▸ **Listed entries**:

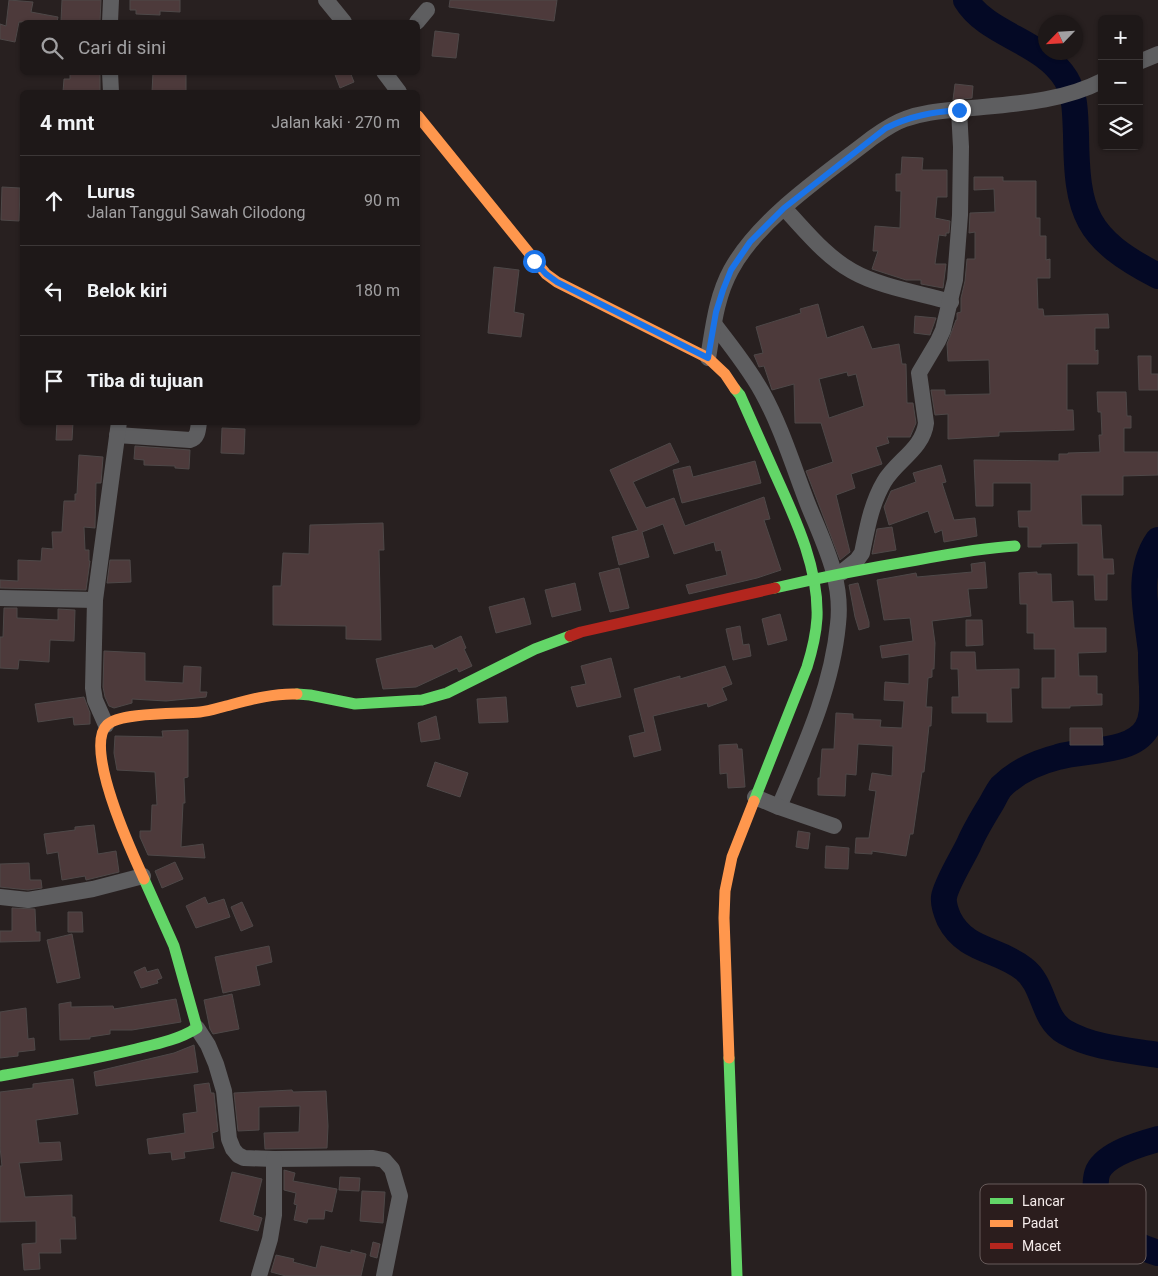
<!DOCTYPE html>
<html lang="id">
<head>
<meta charset="utf-8">
<style>
  :root { --surface:#1e1818; --page:#2b2525; --text:#f1f3f6; --muted:#a1a0a2; --line:#3c3737 }
  body { margin:0; font-family:Roboto,sans-serif; background:var(--page); color:var(--text) }
  .controls { position:absolute; right:15px; top:15px; display:grid; overflow:hidden; border-radius:8px; box-shadow:0 1px 4px #0004 }
  .controls button { width:45px; height:45px; display:grid; place-items:center; padding:0; border:0; border-bottom:1px solid var(--line); background:var(--surface); color:var(--text); font:25px sans-serif }
  .compass { position:absolute; left:1038px; top:15px; width:45px; height:45px; border-radius:50%; background:var(--surface); box-shadow:0 1px 4px #0004; rotate:245deg }
  .stop { position:absolute; width:15px; height:15px; margin:-11px; border:4px solid #1a73e8; border-radius:50%; background:#fff }
  .stop.end { background:#1a73e8; border-color:#fff; box-shadow:0 1px 5px #0008 }
  .list { margin:0; padding:0; list-style:none }
  h2 { display:flex; justify-content:space-between; align-items:center; height:65px; margin:0; padding:0 20px; font-size:21px }
  h2 small { font-size:16px; font-weight:400; color:var(--muted) }
  .list li { display:grid; grid-template-columns:32px 1fr auto; gap:15px; align-items:center; box-sizing:border-box; height:90px; padding:0 20px; border-top:1px solid var(--line) }
  .list b { display:block; font-size:19px; white-space:nowrap }
  .list p { margin:0; font-size:16px; white-space:nowrap; color:var(--muted) }
  .list em { font-size:16px; font-style:normal; color:var(--muted) }
  .icon { flex:none; width:28px; height:28px; fill:none; stroke:currentColor; stroke-width:2; stroke-linecap:round; stroke-linejoin:round }
  .map { position:relative; flex:none; width:1158px; height:1276px; overflow:hidden }
  .search { position:absolute; background:var(--surface); box-shadow:0 1px 4px #0004; left:20px; top:20px; width:400px; height:55px; display:flex; align-items:center; gap:12px; box-sizing:border-box; padding:0 18px; border-radius:8px; color:var(--muted); font-size:19px }
  .panel { position:absolute; background:var(--surface); box-shadow:0 1px 4px #0004; left:20px; top:90px; width:400px; height:335px; border-radius:8px }
  .map>svg:first-child { display:block }
  .lines { fill:none; stroke-linecap:round; stroke-linejoin:round }
  .river { stroke:#040925; stroke-width:26 }
  .building { fill:#4d3a3b; stroke:#4e4848; fill-rule:evenodd }
  .street { stroke:#5e5e60; stroke-width:16 }
  .fast { stroke:#63d668; stroke-width:11 }
  .slow { stroke:#ff974d; stroke-width:11 }
  .jam { stroke:#b3261e; stroke-width:11 }
  .route { stroke:#1a73e8; stroke-width:6 }
  .key { fill:#2b1d1d; stroke:#675b5a; stroke-width:1 }
  .key-label { font-size:14px; fill:#f4ebea }
</style>
</head>
<body>
<div class="map">
<svg width="1158" height="1276" viewBox="0 0 1158 1276">
  <rect width="100%" height="100%" fill="#282020"/>
  <g class="lines">
    <g class="river">
      <path d="M966 0C987 35 1043 41 1066 79 1076 96 1075 115 1076 134 1077 214 1085 238 1158 276"/>
      <path d="M1158 540C1135 573 1147 614 1151 652 1151 663 1151 675 1152 686 1152 701 1154 715 1147 728 1132 754 1084 749 1058 757 1038 762 1016 772 1001 787 997 792 994 799 991 804 983 817 975 830 969 844 963 857 946 884 944 897 943 904 946 912 949 919 966 952 998 948 1024 969 1045 985 1042 1019 1065 1032 1093 1048 1127 1050 1158 1055"/>
      <path d="M1158 1139C1140 1144 1107 1153 1098 1171 1095 1178 1095 1190 1097 1197 1103 1229 1129 1244 1158 1253"/>
    </g>
  </g>
  <g class="building">
    <path d="M9 0 33 2 31 12 58 17 57 22H19L15 42 0 39V24L6 26Z"/>
    <path d="M62 0H101L100 22 61 21Z"/>
    <path d="M130 0H180V12L160 11V15L136 14V10H130Z"/>
    <path d="M450 0H557L554 21 449 7Z"/>
    <path d="M435 31 459 34 456 58 432 56Z"/>
    <path d="M70 72H100V92H63L64 79H70Z"/>
    <path d="M153 72H186V92H152Z"/>
    <path d="M334 72H350L354 82 340 88Z"/>
    <path d="M955 84 973 86 972 98 953 100Z"/>
    <path d="M902 157 923 158 922 170H947V197H937L935 218 950 221 949 233H946V236L939 235 935 264H946L943 288 921 284V280H906L872 269 878 251H873L875 226 900 228 901 191H896V174H901Z"/>
    <path d="M974 177H1003V181H1036V218H1040V236H1046V260L1050 259V278H1037L1038 309H1043L1044 316 1108 314 1109 328H1095V351L1098 350V364H1067V410H1073L1074 430 999 432V436L948 439V414L935 415 931 390H945V395L990 394 989 360 948 361 947 344 956 320H957V313L961 312V298L965 281 967 259H975V232L969 233 970 213 995 212 994 189 974 190Z"/>
    <path d="M2 187 20 188 19 221 1 220Z"/>
    <path d="M494 267 519 270 514 312 524 314 521 337 488 333Z"/>
    <path d="M818 304 827 338 863 326 872 349 899 344 902 364H906L907 403H913L916 423 910 437H887L889 443 876 447 882 464 851 474 855 488 836 495 850 552 840 560 806 471 833 462 821 423H795L794 384 772 390 764 366 759 367 754 355 763 353 756 327 801 313 800 309ZM847 372 848 376 856 374 864 406 829 418 819 379Z"/>
    <path d="M915 316 936 318 930 335 914 333Z"/>
    <path d="M1138 356H1151V374H1158V390H1139Z"/>
    <path d="M1097 392H1126L1127 416H1131V428H1124V452H1158V475L1123 476V495H1081L1082 525H1101L1103 559H1113L1114 574H1107V600H1095L1094 575H1078V543L1041 544V547H1028V527H1019L1018 511H1031V483H993V506H976L974 460 1059 461V454H1068V453L1100 452 1099 435H1102L1101 412H1098Z"/>
    <path d="M57 422H73L72 440H56Z"/>
    <path d="M222 428 245 429 244 454 221 453Z"/>
    <path d="M670 443 679 462 633 482 646 508 674 498 685 526 764 497 770 519 764 520 781 570 757 578 689 594 686 585 727 575 721 550 716 551 714 542 674 554 663 524 642 532 649 557 619 565 612 537 638 530 610 470Z"/>
    <path d="M135 446 190 450 189 469 175 468V466L144 465V460L134 459Z"/>
    <path d="M79 455 103 457 101 483H96L95 528 84 527 85 550H89V561H90L86 590 0 588V580L18 581V560L41 561 42 548 53 549 52 532H62L64 501H75V494H77Z"/>
    <path d="M755 461 761 483 682 503 673 470 690 466 693 477Z"/>
    <path d="M941 465 946 482 942 483 954 520 975 518 977 536 944 542 942 530 935 533 928 511 889 525 884 507 891 491 916 482 913 473Z"/>
    <path d="M383 523 384 550H379L381 640 346 639V626L273 625V586H281L283 553 309 554 310 525Z"/>
    <path d="M892 527 896 550 872 554 877 529Z"/>
    <path d="M110 560H130L131 582 107 583Z"/>
    <path d="M985 562 987 588 968 589 971 616 932 621 935 643 934 669H932V677L928 678 926 707H932L931 726H929L924 772H922L913 834H910L906 856 872 851V854L855 853 856 838H869L876 791 869 790 872 773 892 776 893 746 858 744 856 775 846 774 845 796 818 795V778H820L822 749H834L836 713 853 714V719L881 720 880 727 902 728 904 701 884 700 885 682 909 684V654L882 658 880 646 913 641 910 618 884 620 877 580 916 573 917 577 972 572 971 564Z"/>
    <path d="M619 568 629 608 610 612 599 573Z"/>
    <path d="M1037 572V574H1051L1052 602 1073 601 1074 628H1106V652L1078 653 1079 676H1097V694H1102V705L1070 706V708H1042V678H1055V649H1034V633H1027V604H1020L1019 573Z"/>
    <path d="M575 583 581 610 552 617 545 590Z"/>
    <path d="M858 583 869 622V627L859 630 855 617 849 585Z"/>
    <path d="M524 598 531 624 496 633 489 607Z"/>
    <path d="M4 608H17V618L58 620V609L75 610 74 641 50 640 49 662 19 660 18 669 0 668V637H3Z"/>
    <path d="M780 614 787 640 768 645 762 619Z"/>
    <path d="M966 620H982L983 645 966 646Z"/>
    <path d="M740 626 743 645 749 644 751 656 733 660 726 629Z"/>
    <path d="M461 636 466 648 464 649 472 666 459 672 457 668 416 687 383 689 376 659 432 645 434 649Z"/>
    <path d="M104 651 145 653V681L183 683 184 666 201 667 200 692H207L206 697 166 701 132 699V703L114 708 109 706 105 697 103 687Z"/>
    <path d="M951 652H975L976 670 1019 669V688H1011L1012 722H987V713H952V697H959L958 669H951Z"/>
    <path d="M611 658 621 697 577 707 571 687 586 684 581 666Z"/>
    <path d="M725 666 732 684 722 688 727 700 708 707 707 703 653 716 661 750 634 757 629 736 645 732 634 689 680 676V679Z"/>
    <path d="M84 697 90 713V724L74 725 73 717 38 722 35 704Z"/>
    <path d="M506 697 508 722 479 723 477 699Z"/>
    <path d="M436 716 440 739 421 742 418 723Z"/>
    <path d="M1070 728H1102L1103 745H1070Z"/>
    <path d="M188 730V777L184 778 185 803H183L181 847 203 844 205 858 148 855 140 837V831H151L152 805H157L155 772 117 770 114 753 115 736 163 737 162 731Z"/>
    <path d="M737 744 738 749H742L745 787 728 788 727 773 720 774 719 745Z"/>
    <path d="M435 762 468 773 460 797 427 786Z"/>
    <path d="M94 825 98 854 116 851 119 872 86 880 85 876 62 880 58 852 47 854 44 834 75 830V827Z"/>
    <path d="M798 831 810 833 808 849 796 847Z"/>
    <path d="M826 846 849 848 848 869 825 868Z"/>
    <path d="M175 862 183 879 162 888 155 871Z"/>
    <path d="M29 863 30 880H41L42 888 28 890 0 887V864Z"/>
    <path d="M205 897 208 904 224 899 230 917 196 928 186 906Z"/>
    <path d="M242 902 253 926 241 931 231 907Z"/>
    <path d="M12 908 35 909 36 932H40V941L0 942V931H12Z"/>
    <path d="M68 912H82L83 932H68Z"/>
    <path d="M72 934 80 978 57 983 47 940Z"/>
    <path d="M269 946 272 962 256 966 260 985 223 993 215 957Z"/>
    <path d="M145 967 147 972 158 969 162 978 157 980 158 983 141 988 134 972Z"/>
    <path d="M232 994 239 1029 213 1034 210 1029 204 1000Z"/>
    <path d="M176 999 181 1022 132 1030H110V1034L90 1037V1039L60 1040 59 1004 71 1002V1007L113 1006 114 1009Z"/>
    <path d="M26 1008 28 1039 34 1038 35 1050 18 1052V1056L0 1058V1012Z"/>
    <path d="M194 1045 198 1072 96 1086 94 1072 174 1053Z"/>
    <path d="M73 1079 78 1114 36 1120 39 1143 60 1142 62 1160 19 1163 25 1197 72 1195V1217H75L76 1239H60L61 1253H39L40 1269 24 1270 22 1244 36 1243V1221L0 1222V1166H2L0 1147V1092L33 1088V1084Z"/>
    <path d="M209 1083 211 1093H214L218 1131 212 1133 214 1148 184 1152 185 1158 172 1160 171 1152 149 1154 147 1139 185 1133 183 1114 197 1112 194 1085Z"/>
    <path d="M292 1090 293 1092 326 1091 328 1126 327 1148 265 1149 264 1133 299 1132 300 1106 259 1107V1130L238 1131 234 1093Z"/>
    <path d="M284 1170 295 1173 293 1181 337 1189 332 1212 325 1210 324 1219H308L307 1223 294 1220 297 1205 294 1204 296 1193 284 1190Z"/>
    <path d="M232 1172 262 1179 253 1215 262 1218 258 1231 220 1221Z"/>
    <path d="M340 1177 360 1178 359 1191 339 1190Z"/>
    <path d="M362 1191 385 1192 383 1223 360 1221Z"/>
    <path d="M373 1242 380 1244 377 1258 370 1256Z"/>
    <path d="M321 1246 351 1253V1250L366 1254 361 1276H286L271 1272 276 1255 294 1259 293 1262 316 1268Z"/>
  </g>
  <g class="lines">
    <g class="street">
      <path d="M326 0 344 22"/>
      <path d="M110 22 111 0"/>
      <path d="M417 22 427 10"/>
      <path d="M1139 62 1158 54"/>
      <path d="M110 72 111 92"/>
      <path d="M384 72 399 92"/>
      <path d="M784 208C805 230 825 256 852 271 880 287 920 293 951 302"/>
      <path d="M714 324C731 346 748 367 762 392 782 428 794 469 809 507 825 546 843 581 838 624 832 688 804 748 779 807"/>
      <path d="M708 358C713 329 716 297 731 270 759 218 826 174 872 138 882 131 893 123 905 119 924 112 943 111 962 109 1009 104 1059 103 1102 81"/>
      <path d="M117 435 190 440C198 438 198 430 199 422"/>
      <path d="M841 573 857 560 862 553C867 529 871 504 884 482 896 461 923 449 926 423L919 373 938 341 943 330 955 280 960 215 961 147 959 110"/>
      <path d="M0 598 95 600"/>
      <path d="M106 725 95 700 93 688 95 600 119 422"/>
      <path d="M755 797 779 807 834 826"/>
      <path d="M0 897 28 900 40 898 93 889 143 876"/>
      <path d="M197 1028 208 1045 216 1064 224 1091 229 1139 233 1149 238 1155 244 1158 274 1159 373 1158 384 1160 392 1169 400 1196 384 1276"/>
      <path d="M259 1276 270 1239 274 1215V1159"/>
    </g>
    <g class="fast">
      <path d="M735 389 740 395C752 422 764 449 776 476 796 520 819 569 817 618 816 635 812 651 807 667L754 801"/>
      <path d="M775 588C822 577 869 568 917 560 949 554 982 548 1015 546"/>
      <path d="M297 694 310 695 355 704 422 700 447 693 535 649 570 636"/>
      <path d="M729 1058 737 1276"/>
      <path d="M0 1076C45 1068 91 1060 136 1049 157 1044 178 1040 197 1028L174 946 144 879"/>
    </g>
    <g class="slow">
      <path d="M418 116 546 274 557 282 708 358 725 374 735 389"/>
      <path d="M144 879C132 853 83 747 107 725 119 712 181 714 200 712 209 711 218 708 226 706 249 700 273 693 297 694"/>
      <path d="M729 1058 724 918 725 891 732 857 754 801"/>
    </g>
    <path class="jam" d="M570 636 581 632 775 588"/>
  </g>
  <g class="lines">
    <path class="route" d="M534 261 546 274 557 282 708 358 716 312 723 290 731 270 750 242 784 208 886 128C910 116 933 112 959 110"/>
  </g>
  <rect x="980" y="1184" width="166" height="80" rx="8" class="key"/>
  <rect x="990" y="1198" width="23" height="6" fill="#63d668"/>
  <rect x="990" y="1220" width="23" height="7" fill="#ff974d"/>
  <rect x="990" y="1243" width="23" height="6" fill="#b3261e"/>
  <g class="key-label">
    <text x="1022" y="1206">Lancar</text>
    <text x="1022" y="1228">Padat</text>
    <text x="1022" y="1251">Macet</text>
  </g>
</svg>
<div class="controls">
<button>+</button>
<button>−</button>
<button><svg class="icon" aria-label="layers" viewBox="0 0 24 24"><path d="M12 4l9 5-9 5-9-5zM3 14l9 5 9-5"/></svg></button>
</div>
<svg class="compass" viewBox="-18 -18 36 36"><path d="M0-13l5 13h-10z" fill="#e53935"/><path d="M0 13l5-13h-10z" fill="#a1a0a2"/></svg>
<div class="stop" style="left:534px;top:261px"></div>
<div class="stop end" style="left:959px;top:110px"></div>
<div class="search"><svg class="icon" aria-label="search" viewBox="0 0 24 24"><circle cx="10" cy="10" r="6"/><path d="M15 15l6 6"/></svg>Cari di sini</div>
<section class="panel">
<h2>4 mnt<small>Jalan kaki · 270 m</small></h2>
<ul class="list">
<li><svg class="icon" aria-label="ahead" viewBox="0 0 24 24"><path d="M12 20V5M6 11l6-6 6 6"/></svg><div><b>Lurus</b><p>Jalan Tanggul Sawah Cilodong</p></div><em>90 m</em></li>
<li><svg class="icon" aria-label="left" viewBox="0 0 24 24"><path d="M17 20v-9H6M10 6l-5 5 5 5"/></svg><div><b>Belok kiri</b></div><em>180 m</em></li>
<li><svg class="icon" aria-label="arrive" viewBox="0 0 24 24"><path d="M6 21V4h12l-3 4 3 4H6"/></svg><div><b>Tiba di tujuan</b></div></li>
</ul>
</section>
</div>
</body>
</html>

▸ **What you are asked to do**:
Please give back an exact copy of the entries above from their first line through the line containing "background:#1a73e8; border-color:#fff; box-shadow:0", leaving the pictures aside.

▸ **Written response**:
<!DOCTYPE html>
<html lang="id">
<head>
<meta charset="utf-8">
<style>
  :root { --surface:#1e1818; --page:#2b2525; --text:#f1f3f6; --muted:#a1a0a2; --line:#3c3737 }
  body { margin:0; font-family:Roboto,sans-serif; background:var(--page); color:var(--text) }
  .controls { position:absolute; right:15px; top:15px; display:grid; overflow:hidden; border-radius:8px; box-shadow:0 1px 4px #0004 }
  .controls button { width:45px; height:45px; display:grid; place-items:center; padding:0; border:0; border-bottom:1px solid var(--line); background:var(--surface); color:var(--text); font:25px sans-serif }
  .compass { position:absolute; left:1038px; top:15px; width:45px; height:45px; border-radius:50%; background:var(--surface); box-shadow:0 1px 4px #0004; rotate:245deg }
  .stop { position:absolute; width:15px; height:15px; margin:-11px; border:4px solid #1a73e8; border-radius:50%; background:#fff }
  .stop.end { background:#1a73e8; border-color:#fff; box-shadow:0 1px 5px #0008 }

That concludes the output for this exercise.